* [Action item]: Hunt for the word "casing" across the entries below, copying each line that holds it.
========================================
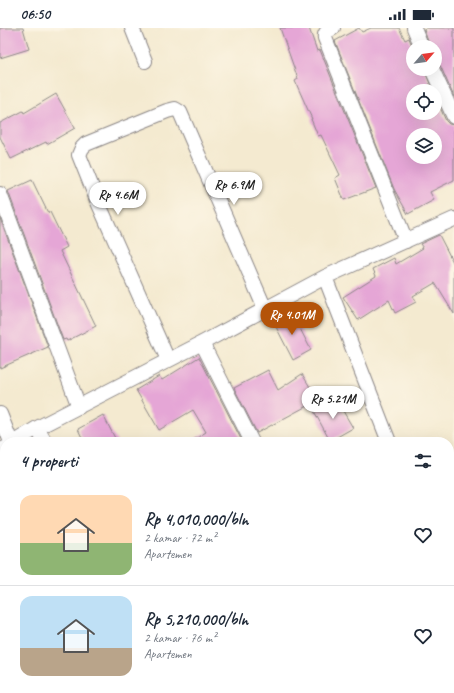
<!DOCTYPE html>
<html lang="id">
<meta charset="utf-8">
<style>
body{margin:0;font-family:Caveat,sans-serif;background:#f6f6f7;color:#1f2937;height:100vh;display:flex;flex-direction:column;font-size:15px;white-space:nowrap}
*{box-sizing:border-box;margin:0}
p{font-size:13px;color:#747a83}
.icon{flex:none;width:22px;height:22px;fill:none;stroke:currentColor;stroke-width:2;stroke-linecap:round;stroke-linejoin:round}
.map{position:relative;flex:1;overflow:hidden}
.details{position:absolute;left:0px;top:409px;width:454px;height:256px;display:flex;flex-direction:column;background:#fff;border-radius:16px 16px 0 0;box-shadow:0 4px 16px #0002}
.details>*{flex:none}
.needle{width:26px;rotate:62deg}
.buttons{position:absolute;left:406px;top:12px;display:grid;gap:8px}
.buttons a{display:grid;place-items:center;width:36px;height:36px;border-radius:50%;background:#fff;box-shadow:0 4px 16px #0002;font-size:20px}
.price{position:absolute;translate:-50% -34px;padding:0 9px;border-radius:14px;background:#fff;color:#222;font-size:13px;line-height:26px;filter:drop-shadow(0 1px 2px #0008)}
.price::after{content:'';position:absolute;left:50%;top:24px;width:12px;height:9px;margin-left:-6px;background:inherit;clip-path:polygon(0 0,100% 0,50% 100%)}
.price.current{background:#b45309;color:#fff}
ul{padding:0;list-style:none}
li{display:flex;align-items:center;gap:12px;height:100px;padding:0 20px}
li+li{border-top:1px solid #e0e1e3}
li span{display:grid;place-items:center;flex:none;width:112px;height:80px;border-radius:12px;color:#555}
li>.icon{margin-inline-start:auto}
span .icon{width:48px;height:48px;fill:#fffc;stroke-width:1}
li b{font-size:17px}
h2{display:flex;justify-content:space-between;align-items:center;height:48px;padding:0 20px;font-size:17px}
.status{display:flex;justify-content:space-between;align-items:center;height:28px;padding:0 20px;background:#fff;direction:ltr}
.status svg{height:11px;fill:currentColor}
.map>svg:first-child{display:block}
.green{fill:#bac96b;stroke:#6e7653}
.building{fill:#e5a6d6;fill-rule:evenodd}
.lines{fill:none;stroke-linecap:round;stroke-linejoin:round}
.street-casing{stroke:#8b8686;stroke-width:16}
.street{stroke:#fff;stroke-width:14}
</style>
<div class="status"><b>06:50</b><svg viewBox="0 0 49 12"><path d="M0 12V9h3v3zM5 12V6h3v6zM10 12V3h3v9zM15 12V0h3v12zM26 1h20v11H26zM47 4h2v5h-2z"/></svg></div>
<div class="map">
<svg width="454" height="665" viewBox="0 0 454 665">
<rect width="100%" height="100%" fill="#fcf5e5"/>
<filter id="ink" filterUnits="userSpaceOnUse"><feTurbulence type="fractalNoise" baseFrequency=".025" numOctaves="2"/><feDisplacementMap in="SourceGraphic" scale="8" xChannelSelector="R" yChannelSelector="G"/><feConvolveMatrix kernelMatrix="1 2 1 2 8 2 1 2 1" color-interpolation-filters="sRGB"/></filter>
<filter id="wash" filterUnits="userSpaceOnUse"><feTurbulence type="fractalNoise" baseFrequency=".012" numOctaves="4" result="noise"/><feDisplacementMap in="SourceGraphic" scale="16" xChannelSelector="R" yChannelSelector="G"/><feGaussianBlur stdDeviation="0.9" result="paint"/><feColorMatrix in="noise" values="0 0 0 0 0 0 0 0 0 0 0 0 0 0 0 0 0 1.4 0 .05"/><feComposite in="paint" operator="in"/></filter>
<g filter="url(#wash)">
<rect width="100%" height="100%" fill="#f4ead0"/>
<!-- green -->
<path class="green" d="M454,607v58h-98l8,-5h85v-50z"/>
<g id="blocks">
<!-- building -->
<path class="building" d="M0,0h23l6,21 -29,9z
M280,0h29l8,23 3,-1 56,138 -32,12 -9,-22 5,-3 -19,-40 -3,1 -7,-17h1l-17,-38 3,-2z
M359,0l3,4 9,-4h28l6,12 4,-2 4,10v21h11l9,22h-20v22h22v-17l11,25 3,3 5,1v55l-24,12 4,8 -26,14 -14,-25 -59,-148zM413,107h22v22h-22z
M427,0h27v69l-14,-32 -5,-4v-14h-5l-6,-17z
M56,66l19,34 -28,16 -1,-2 -35,17 -11,-22v-14l23,-12 1,2z
M32,152l16,33 2,-1 17,35 -7,4 36,75 -29,15 -1,-2 -3,1 -55,-149z
M0,190l48,129 -48,21z
M439,207l15,29v50l-19,-31 -22,13 3,6 -21,11 -6,-13 -31,20 -15,-23 33,-21 -3,-7 21,-11 2,6 27,-16 -3,-4z
M291,283l20,39 -18,10 -20,-39z
M199,329l43,84 -3,1h-49l16,-10 -13,-22 -34,20 -23,-40 23,-14 3,4z
M268,342l10,20 24,-16 16,26 -61,33 -23,-45z
M336,371l17,29 -23,13 -16,-30z
M103,387l14,27h-33l-6,-13z"/>
</g>
</g>
<g filter="url(#ink)">
<use href="#blocks" fill-opacity="0" stroke="#8b8686" stroke-width="1"/>
<g class="lines">
<defs>
<path id="street" d="M132,0l13,33
M333,0c-5,3 -9,4 -8,10l81,203
M414,0l8,19
M432,41l22,48
M0,166l79,213
M325,249l64,165
M202,315l50,99
M168,332l-71,-160 -18,-45 3,-7 4,-4 81,-33 8,-2 5,3 85,197
M0,386l11,28
M37,400l8,14
M14,414l23,-14 165,-85 123,-66 129,-58
M0,423l5,-3
M449,505l5,1
M0,592l5,8
M41,660l3,5"/>
</defs>
<!-- street casing -->
<use href="#street" class="street-casing"/>
<!-- street -->
<use href="#street" class="street"/>
</g>
</g>
</svg>
<div class="buttons">
<a><svg class="needle" viewBox="-14 -14 28 28"><path d="M0-13l5 13h-10z" fill="#e53935"/><path d="M0 13l5-13h-10z" fill="#747a83"/></svg></a>
<a><svg class="icon" aria-label="locate" viewBox="0 0 24 24"><circle cx="12" cy="12" r="6"/><path d="M12 2v4M12 18v4M2 12h4M18 12h4"/></svg></a>
<a><svg class="icon" aria-label="layers" viewBox="0 0 24 24"><path d="M12 4l9 5-9 5-9-5zM3 14l9 5 9-5"/></svg></a>
</div>
<b class="price" style="left:234px;top:178px">Rp 6.9M</b>
<b class="price" style="left:118px;top:188px">Rp 4.6M</b>
<b class="price current" style="left:292px;top:308px">Rp 4.01M</b>
<b class="price" style="left:333px;top:392px">Rp 5.21M</b>
<section class="details">
<h2>4 properti<svg class="icon" aria-label="filters" viewBox="0 0 24 24"><path d="M4 7h16M4 17h16"/><circle cx="9" cy="7" r="2"/><circle cx="15" cy="17" r="2"/></svg></h2>
<ul>
<li><span style="background:linear-gradient(#ffd9b3 60%,#8fb573 0)"><svg class="icon" aria-label="home" viewBox="0 0 24 24"><path d="M3 11l9-7 9 7M6 9v11h12V9"/></svg></span><div><b>Rp 4,010,000/bln</b><p>2 kamar · 72 m²</p><p>Apartemen</p></div><svg class="icon" aria-label="heart" viewBox="0 0 24 24"><path d="M12 20l-8-8c-3-5 5-10 8-4 3-6 11-1 8 4z"/></svg></li>
<li><span style="background:linear-gradient(#bfe0f5 65%,#b9a48a 0)"><svg class="icon" aria-label="home" viewBox="0 0 24 24"><path d="M3 11l9-7 9 7M6 9v11h12V9"/></svg></span><div><b>Rp 5,210,000/bln</b><p>2 kamar · 76 m²</p><p>Apartemen</p></div><svg class="icon" aria-label="heart" viewBox="0 0 24 24"><path d="M12 20l-8-8c-3-5 5-10 8-4 3-6 11-1 8 4z"/></svg></li>
</ul>
</section>
</div>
========================================
* [Answer below]:
.street-casing{stroke:#8b8686;stroke-width:16}
<!-- street casing -->
<use href="#street" class="street-casing"/>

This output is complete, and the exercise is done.